Law Society of Nunavut
- Abbreviation: LSN
- Formation: 1999
- Type: Law society
- Legal status: active
- Headquarters: Iqaluit, Nunavut, Canada
- Region served: Nunavut, Canada
- Official language: English, French, Inuktitut
- President: Alison Crowe
- CEO: Nalini Vaddapalli
- Affiliations: Federation of Law Societies of Canada
- Website: lawsociety.nu.ca

= Law Society of Nunavut =

The Law Society of Nunavut (ᒪᓕᒐᓕᕆᔨᒃᑯᑦ ᑲᑐᔾᔨᖃᑎᒌᒃᑯᓐᓄᑦ ᓄᓇᕗᒻᒥ; Inuinnaqtun: Nunavumi Maligaliuqtit; Barreau du Nunavut) is the law society responsible for licensing and self-regulation of the legal profession in the Canadian territory of Nunavut.

==Overview==
The society was established in 1999 when Nunavut was created from portions of the Northwest Territories, most LSN members were formerly members of the Law Society of the Northwest Territories.
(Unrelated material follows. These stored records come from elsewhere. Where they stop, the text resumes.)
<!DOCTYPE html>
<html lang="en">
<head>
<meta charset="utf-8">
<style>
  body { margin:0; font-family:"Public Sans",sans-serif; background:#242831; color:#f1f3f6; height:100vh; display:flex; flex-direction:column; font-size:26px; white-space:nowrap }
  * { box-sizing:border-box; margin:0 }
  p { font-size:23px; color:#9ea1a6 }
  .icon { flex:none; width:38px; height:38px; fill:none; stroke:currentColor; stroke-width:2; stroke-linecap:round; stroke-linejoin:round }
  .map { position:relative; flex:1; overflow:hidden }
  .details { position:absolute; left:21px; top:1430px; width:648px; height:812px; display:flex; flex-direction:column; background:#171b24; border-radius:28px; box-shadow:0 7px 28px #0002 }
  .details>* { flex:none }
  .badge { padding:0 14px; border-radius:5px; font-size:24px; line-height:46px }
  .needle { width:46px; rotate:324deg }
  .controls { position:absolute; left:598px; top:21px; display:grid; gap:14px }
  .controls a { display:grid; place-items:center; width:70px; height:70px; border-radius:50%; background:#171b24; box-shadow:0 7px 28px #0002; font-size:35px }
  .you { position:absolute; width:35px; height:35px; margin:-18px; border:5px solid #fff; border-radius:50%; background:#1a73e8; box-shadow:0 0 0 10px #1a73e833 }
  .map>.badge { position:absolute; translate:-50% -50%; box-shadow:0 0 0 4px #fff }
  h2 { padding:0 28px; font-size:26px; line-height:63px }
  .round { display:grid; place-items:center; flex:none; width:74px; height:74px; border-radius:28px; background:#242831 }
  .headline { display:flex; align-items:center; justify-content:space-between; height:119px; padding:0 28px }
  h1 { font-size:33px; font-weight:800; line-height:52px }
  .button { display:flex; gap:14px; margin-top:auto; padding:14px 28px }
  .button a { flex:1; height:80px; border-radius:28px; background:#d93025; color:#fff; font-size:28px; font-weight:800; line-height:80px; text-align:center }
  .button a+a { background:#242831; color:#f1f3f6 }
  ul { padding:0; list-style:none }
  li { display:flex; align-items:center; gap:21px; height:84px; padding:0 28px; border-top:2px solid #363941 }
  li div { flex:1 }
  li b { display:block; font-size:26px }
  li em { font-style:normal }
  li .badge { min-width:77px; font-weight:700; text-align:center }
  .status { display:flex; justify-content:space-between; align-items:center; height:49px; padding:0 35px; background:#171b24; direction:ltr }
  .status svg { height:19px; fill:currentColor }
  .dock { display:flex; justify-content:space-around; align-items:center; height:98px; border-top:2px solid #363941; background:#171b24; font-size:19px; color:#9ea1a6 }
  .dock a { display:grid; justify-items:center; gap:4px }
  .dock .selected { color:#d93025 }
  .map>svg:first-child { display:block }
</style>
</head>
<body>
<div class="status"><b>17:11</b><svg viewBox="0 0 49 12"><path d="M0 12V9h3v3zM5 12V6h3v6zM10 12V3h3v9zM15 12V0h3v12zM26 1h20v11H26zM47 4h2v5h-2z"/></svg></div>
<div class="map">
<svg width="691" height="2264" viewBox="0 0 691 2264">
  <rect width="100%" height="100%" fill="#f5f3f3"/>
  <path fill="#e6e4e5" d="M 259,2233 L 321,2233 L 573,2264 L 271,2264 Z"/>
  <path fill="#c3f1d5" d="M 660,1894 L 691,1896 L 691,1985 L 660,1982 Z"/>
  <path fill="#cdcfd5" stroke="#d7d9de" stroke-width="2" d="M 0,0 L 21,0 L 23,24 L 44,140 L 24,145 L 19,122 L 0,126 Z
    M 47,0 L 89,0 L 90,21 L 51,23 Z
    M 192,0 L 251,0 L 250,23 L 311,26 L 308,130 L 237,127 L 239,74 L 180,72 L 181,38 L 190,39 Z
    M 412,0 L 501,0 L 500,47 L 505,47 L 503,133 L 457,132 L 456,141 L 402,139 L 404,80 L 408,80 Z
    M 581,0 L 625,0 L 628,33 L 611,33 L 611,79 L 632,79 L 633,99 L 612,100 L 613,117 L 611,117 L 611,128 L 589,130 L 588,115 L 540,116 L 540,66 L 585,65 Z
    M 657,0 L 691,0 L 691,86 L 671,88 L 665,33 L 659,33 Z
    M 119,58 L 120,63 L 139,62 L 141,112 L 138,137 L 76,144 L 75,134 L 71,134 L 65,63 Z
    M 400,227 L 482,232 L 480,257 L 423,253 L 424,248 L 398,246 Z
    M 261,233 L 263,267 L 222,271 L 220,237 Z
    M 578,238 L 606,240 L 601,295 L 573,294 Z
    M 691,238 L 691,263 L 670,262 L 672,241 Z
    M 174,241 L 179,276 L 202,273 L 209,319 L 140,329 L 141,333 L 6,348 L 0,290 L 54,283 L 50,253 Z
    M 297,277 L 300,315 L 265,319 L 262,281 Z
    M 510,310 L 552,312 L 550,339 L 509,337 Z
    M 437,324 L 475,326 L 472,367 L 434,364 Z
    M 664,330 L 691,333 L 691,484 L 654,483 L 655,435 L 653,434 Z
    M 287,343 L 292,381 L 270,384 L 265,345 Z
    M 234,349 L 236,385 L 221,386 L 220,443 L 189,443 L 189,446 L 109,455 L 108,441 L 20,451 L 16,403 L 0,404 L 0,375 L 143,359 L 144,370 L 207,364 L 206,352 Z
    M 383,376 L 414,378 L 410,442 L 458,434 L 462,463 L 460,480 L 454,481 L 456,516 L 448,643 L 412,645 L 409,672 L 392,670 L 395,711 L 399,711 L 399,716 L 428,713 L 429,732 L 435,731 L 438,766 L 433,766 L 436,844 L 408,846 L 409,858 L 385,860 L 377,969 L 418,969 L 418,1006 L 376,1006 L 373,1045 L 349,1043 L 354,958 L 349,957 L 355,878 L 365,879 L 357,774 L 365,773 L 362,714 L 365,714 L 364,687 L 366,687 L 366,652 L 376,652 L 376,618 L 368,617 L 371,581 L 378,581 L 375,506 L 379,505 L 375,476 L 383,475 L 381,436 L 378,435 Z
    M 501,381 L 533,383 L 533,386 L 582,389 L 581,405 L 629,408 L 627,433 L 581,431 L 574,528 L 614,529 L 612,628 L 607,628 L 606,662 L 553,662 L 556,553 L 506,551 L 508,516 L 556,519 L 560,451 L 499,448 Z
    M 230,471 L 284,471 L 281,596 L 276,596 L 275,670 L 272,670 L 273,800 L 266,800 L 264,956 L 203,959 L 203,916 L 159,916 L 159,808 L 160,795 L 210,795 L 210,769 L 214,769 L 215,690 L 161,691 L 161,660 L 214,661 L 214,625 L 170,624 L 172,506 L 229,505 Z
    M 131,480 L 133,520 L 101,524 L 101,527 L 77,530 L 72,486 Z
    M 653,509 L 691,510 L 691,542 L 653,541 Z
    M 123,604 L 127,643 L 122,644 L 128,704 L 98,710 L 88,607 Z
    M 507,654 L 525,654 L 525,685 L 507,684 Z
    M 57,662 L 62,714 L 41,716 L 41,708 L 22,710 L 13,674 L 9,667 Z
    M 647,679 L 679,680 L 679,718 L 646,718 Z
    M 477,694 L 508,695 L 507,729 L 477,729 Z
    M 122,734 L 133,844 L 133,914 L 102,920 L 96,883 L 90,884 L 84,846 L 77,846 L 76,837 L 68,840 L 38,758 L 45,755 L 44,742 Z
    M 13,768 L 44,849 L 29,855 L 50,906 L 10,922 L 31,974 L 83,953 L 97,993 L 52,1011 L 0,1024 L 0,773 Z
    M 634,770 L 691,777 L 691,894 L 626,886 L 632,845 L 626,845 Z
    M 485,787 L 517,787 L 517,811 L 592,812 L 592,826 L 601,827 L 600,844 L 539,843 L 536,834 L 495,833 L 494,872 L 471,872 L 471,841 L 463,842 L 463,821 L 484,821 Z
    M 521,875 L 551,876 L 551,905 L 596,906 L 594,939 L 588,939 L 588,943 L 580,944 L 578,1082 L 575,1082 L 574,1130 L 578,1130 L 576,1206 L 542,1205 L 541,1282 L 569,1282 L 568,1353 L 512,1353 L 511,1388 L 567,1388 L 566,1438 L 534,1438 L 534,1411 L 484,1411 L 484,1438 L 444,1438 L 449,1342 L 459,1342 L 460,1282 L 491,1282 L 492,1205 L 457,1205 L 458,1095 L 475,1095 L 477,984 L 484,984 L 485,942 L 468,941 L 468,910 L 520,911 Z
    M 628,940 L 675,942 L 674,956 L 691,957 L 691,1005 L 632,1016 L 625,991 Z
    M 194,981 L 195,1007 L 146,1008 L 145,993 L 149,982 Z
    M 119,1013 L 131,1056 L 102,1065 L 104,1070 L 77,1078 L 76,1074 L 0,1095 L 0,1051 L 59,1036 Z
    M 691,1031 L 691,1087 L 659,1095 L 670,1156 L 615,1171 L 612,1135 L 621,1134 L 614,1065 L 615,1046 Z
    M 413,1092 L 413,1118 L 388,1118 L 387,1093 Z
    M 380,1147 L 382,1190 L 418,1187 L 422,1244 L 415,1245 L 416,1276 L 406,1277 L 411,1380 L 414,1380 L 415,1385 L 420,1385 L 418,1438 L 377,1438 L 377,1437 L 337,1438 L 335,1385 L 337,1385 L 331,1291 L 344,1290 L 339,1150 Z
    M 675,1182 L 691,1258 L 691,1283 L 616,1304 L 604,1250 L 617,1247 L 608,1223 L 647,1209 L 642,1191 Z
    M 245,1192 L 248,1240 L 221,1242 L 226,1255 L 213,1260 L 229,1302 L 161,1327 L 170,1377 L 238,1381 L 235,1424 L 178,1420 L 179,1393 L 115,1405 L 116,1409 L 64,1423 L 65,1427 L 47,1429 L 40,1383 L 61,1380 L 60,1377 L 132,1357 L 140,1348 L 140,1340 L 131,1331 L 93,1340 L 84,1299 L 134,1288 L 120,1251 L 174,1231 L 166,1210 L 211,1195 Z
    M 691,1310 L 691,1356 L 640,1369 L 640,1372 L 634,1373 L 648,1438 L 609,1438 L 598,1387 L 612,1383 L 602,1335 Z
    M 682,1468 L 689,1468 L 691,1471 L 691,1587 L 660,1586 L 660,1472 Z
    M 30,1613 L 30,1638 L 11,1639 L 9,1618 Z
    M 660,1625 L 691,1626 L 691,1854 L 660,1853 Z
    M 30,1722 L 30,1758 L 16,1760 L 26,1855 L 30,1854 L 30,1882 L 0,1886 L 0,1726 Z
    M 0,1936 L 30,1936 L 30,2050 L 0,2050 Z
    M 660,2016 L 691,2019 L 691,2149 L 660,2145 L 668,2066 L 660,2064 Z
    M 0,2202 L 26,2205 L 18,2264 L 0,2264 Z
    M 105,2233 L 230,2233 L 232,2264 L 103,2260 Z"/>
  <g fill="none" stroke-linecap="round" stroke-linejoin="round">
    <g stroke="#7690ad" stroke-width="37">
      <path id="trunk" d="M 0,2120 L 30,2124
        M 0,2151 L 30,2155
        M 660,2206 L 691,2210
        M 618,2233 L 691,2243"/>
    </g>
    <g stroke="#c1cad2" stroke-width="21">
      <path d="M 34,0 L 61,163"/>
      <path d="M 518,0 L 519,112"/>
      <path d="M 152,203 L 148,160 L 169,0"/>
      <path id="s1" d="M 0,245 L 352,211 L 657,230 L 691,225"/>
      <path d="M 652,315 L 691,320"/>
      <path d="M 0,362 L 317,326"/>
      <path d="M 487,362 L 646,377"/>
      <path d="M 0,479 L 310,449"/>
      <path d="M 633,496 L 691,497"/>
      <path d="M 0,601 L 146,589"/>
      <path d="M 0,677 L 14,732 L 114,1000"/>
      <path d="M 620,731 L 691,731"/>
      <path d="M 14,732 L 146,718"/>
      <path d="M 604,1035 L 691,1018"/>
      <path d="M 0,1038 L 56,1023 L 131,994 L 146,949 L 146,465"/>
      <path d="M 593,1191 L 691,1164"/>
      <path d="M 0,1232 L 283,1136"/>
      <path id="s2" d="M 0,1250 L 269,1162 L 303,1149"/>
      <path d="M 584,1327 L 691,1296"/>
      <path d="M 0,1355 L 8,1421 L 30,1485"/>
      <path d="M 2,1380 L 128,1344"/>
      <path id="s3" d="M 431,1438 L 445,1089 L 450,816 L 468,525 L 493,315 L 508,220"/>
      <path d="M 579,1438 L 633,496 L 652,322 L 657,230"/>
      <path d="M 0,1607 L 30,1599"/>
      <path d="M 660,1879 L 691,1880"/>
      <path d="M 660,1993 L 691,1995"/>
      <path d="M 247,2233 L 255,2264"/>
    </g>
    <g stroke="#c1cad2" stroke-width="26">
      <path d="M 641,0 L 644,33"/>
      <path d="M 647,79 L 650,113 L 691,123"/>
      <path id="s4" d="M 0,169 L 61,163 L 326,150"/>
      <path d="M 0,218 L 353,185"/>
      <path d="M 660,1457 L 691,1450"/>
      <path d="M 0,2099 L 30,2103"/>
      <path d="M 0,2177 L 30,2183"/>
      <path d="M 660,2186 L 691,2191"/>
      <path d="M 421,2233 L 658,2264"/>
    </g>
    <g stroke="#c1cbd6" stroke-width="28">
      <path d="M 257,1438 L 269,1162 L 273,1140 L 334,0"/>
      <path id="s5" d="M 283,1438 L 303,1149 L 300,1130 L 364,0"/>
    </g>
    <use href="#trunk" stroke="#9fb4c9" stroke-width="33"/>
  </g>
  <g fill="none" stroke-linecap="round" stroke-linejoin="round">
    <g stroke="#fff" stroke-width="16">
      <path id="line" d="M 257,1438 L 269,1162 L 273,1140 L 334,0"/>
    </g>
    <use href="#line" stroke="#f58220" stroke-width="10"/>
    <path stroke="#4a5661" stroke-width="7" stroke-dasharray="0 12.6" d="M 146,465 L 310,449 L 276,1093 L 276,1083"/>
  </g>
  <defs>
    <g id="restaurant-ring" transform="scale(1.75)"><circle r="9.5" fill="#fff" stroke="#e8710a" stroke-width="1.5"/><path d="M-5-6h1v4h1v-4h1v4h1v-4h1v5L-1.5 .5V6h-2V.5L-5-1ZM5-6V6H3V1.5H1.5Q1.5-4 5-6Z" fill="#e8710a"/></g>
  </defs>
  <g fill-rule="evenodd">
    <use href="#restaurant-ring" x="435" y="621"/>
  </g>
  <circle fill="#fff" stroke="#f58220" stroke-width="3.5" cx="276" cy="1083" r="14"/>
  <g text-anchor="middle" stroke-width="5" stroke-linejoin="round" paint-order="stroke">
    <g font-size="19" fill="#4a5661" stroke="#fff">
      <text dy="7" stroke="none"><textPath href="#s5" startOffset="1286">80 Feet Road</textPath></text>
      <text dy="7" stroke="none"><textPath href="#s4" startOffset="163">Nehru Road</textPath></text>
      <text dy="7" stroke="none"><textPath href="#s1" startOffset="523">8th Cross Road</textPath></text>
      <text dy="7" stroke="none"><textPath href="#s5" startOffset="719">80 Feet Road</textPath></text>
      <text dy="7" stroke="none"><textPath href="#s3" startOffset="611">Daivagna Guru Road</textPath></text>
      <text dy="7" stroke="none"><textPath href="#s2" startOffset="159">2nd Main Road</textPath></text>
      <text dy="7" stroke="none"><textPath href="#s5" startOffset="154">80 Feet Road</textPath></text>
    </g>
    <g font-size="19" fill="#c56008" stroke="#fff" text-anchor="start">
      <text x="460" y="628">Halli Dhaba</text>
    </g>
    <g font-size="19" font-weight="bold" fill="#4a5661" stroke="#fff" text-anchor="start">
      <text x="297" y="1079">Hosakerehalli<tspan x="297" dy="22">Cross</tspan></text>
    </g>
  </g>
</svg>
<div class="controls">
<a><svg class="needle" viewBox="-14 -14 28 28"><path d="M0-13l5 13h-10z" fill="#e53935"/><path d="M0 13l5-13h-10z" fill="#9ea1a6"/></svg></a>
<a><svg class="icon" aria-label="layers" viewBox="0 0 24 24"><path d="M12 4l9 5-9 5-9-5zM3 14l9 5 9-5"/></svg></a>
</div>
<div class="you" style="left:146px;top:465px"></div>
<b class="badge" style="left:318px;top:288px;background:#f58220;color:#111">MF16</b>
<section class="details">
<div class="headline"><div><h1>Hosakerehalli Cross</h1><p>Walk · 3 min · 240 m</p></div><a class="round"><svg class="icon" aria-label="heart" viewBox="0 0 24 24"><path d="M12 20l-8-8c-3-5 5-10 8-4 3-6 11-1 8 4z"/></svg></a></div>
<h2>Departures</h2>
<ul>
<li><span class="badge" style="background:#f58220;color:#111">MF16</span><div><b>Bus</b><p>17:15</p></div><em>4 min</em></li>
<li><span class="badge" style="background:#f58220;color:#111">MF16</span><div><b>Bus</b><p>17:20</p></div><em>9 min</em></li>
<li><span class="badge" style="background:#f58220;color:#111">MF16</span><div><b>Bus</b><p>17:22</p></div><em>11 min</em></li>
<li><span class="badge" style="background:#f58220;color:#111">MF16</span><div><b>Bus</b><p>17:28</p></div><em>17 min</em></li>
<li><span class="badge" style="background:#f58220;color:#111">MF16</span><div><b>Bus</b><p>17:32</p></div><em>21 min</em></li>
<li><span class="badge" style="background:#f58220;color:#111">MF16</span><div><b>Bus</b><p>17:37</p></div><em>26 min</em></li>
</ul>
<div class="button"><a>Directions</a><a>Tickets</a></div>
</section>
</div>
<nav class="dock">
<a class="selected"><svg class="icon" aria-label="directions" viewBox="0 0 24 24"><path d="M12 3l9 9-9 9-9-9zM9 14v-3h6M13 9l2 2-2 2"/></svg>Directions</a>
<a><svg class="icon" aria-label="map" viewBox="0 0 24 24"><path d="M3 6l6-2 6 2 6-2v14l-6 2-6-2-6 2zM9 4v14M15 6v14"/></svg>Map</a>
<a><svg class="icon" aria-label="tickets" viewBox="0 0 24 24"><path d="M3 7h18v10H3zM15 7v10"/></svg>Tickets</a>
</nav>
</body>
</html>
It is based in the territorial capital of Iqaluit.

LSN operates in English and French, with an additional legal aid hotline offering services in Inuktitut.

==Governance==
The Society has governing executive headed by a President and 4 other officers. The administrative unit has 3 members headed by a chief executive officer.